To select markers and construct a diagnostic model from the cfDNA samples, we modelled the 1996 markers in the training cohort (108 BC and 52 normal cfDNA samples) by random forest and LASSO methods. We obtained 50 markers and 43 markers by random forest and LASSO analyses, respectively, in which 26 markers were overlapped (Fig. 1a and Supplementary Table 1). These 26 markers were applied to construct a diagnostic prediction model for BC with a sensitivity of 87.96% (95% CI: 82.57–94.5%) and specificity of 98.07% (95% CI: 94.12–100%) in the training cohort (Supplementary Fig. 4a). In the validation cohort, which was composed of 47 BC and 22 normal cfDNA samples, the sensitivity was 89.37% (95% CI: 78.72–97.87%), and the specificity was 100% (95% CI: 86.36–100%) (Fig. 2). For stages 0–III the model yielded a sensitivity of 60.00% (3/5), 80.00% (32/40), 95.45% (42/44), and 94.74% (18/19), respectively, and a specificity of 98.07% (51/52) in the training dataset (Supplementary Fig. 4a). In the validation dataset, this model yielded a sensitivity of 66.67% (2/3), 75.00% (9/12), 95.00% (21/22), 100% (8/8), and 100% (2/2) for stages 0–IV, respectively, and a specificity of 100% (22/22) (Fig. 2a). We demonstrated that this model could differentiate BCs from normal controls in both the training dataset with AUROC = 0.9839 (95% CI: 97–99.78%), AUPRC = 0.956 (95% CI: 94.21–97%) (Supplementary Fig. 4a, b) and the validation dataset with AUROC = 0.9816 (95% CI: 96.09–100%) (Fig. 2a). Unsupervised hierarchical clustering of these 26 markers could distinguish BCs from normal controls with high specificity and sensitivity (Fig. 2b and Supplementary Fig. 4c).

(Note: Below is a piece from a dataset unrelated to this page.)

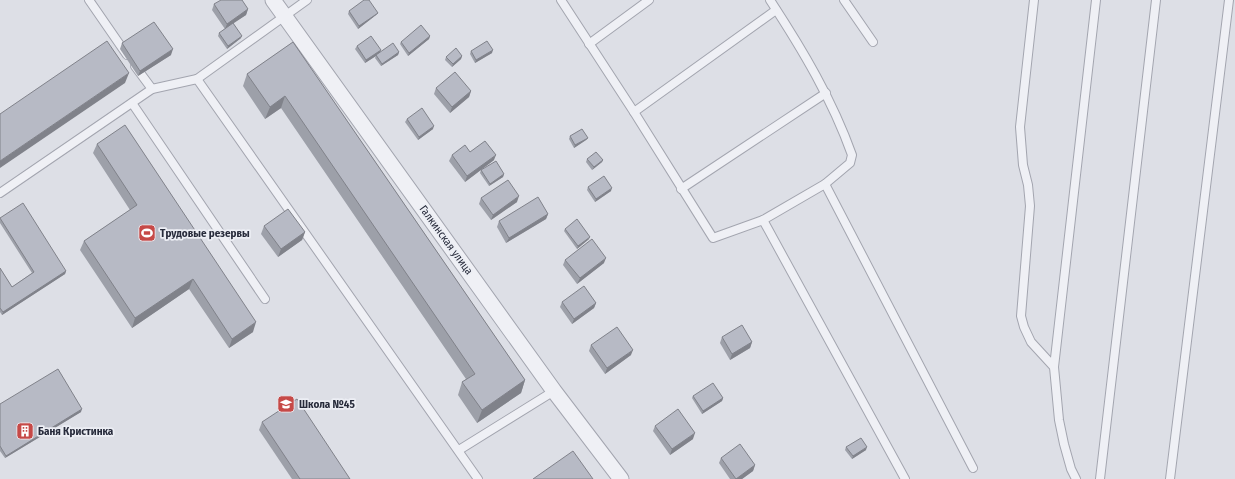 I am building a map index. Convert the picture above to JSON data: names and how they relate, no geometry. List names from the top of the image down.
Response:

Fig. 2: Performance of the diagnostic model in a validation plasma cohort.
figure 2

a The validation group was composed of 47 breast cancer and 22 normal plasma samples. ROC curve for breast cancer detection using the final model with 26 markers. This model achieved the best diagnostic power with an AUROC of 0.9816 (95% CI: 96.09–100%) in the validation dataset. b Heatmap for cfDNA methylation levels of the validation group. Cancer or normal samples could be distinguished through methylation patterns in the validation dataset.

To confirm the contributions of each individual marker in the diagnostic model, we analysed 26 markers with single-factor logistic regression (Supplementary Table 1). Thus, we further adjusted the model to have as few markers as possible while maintaining similar diagnostic power with a simplified model using the top 4 markers (each marker has an AUROC above 0.75, resulting in an overall AUROC = 0.9796 (95% CI: 95.56–100%), AUPRC = 0.9220 (95% CI: 91.02–94.37%). Remarkably, cg23035715 had the best diagnostic power, with an AUROC of 0.9395 (95% CI: 89.72–99.27%) and AUPRC of 0.9111 (95% CI: 88.45–93.76%) (Fig. 3a, b). This targeted region is hypomethylated in BC patients, while the other three sites are hypermethylated (Fig. 3c and Supplementary Table 1).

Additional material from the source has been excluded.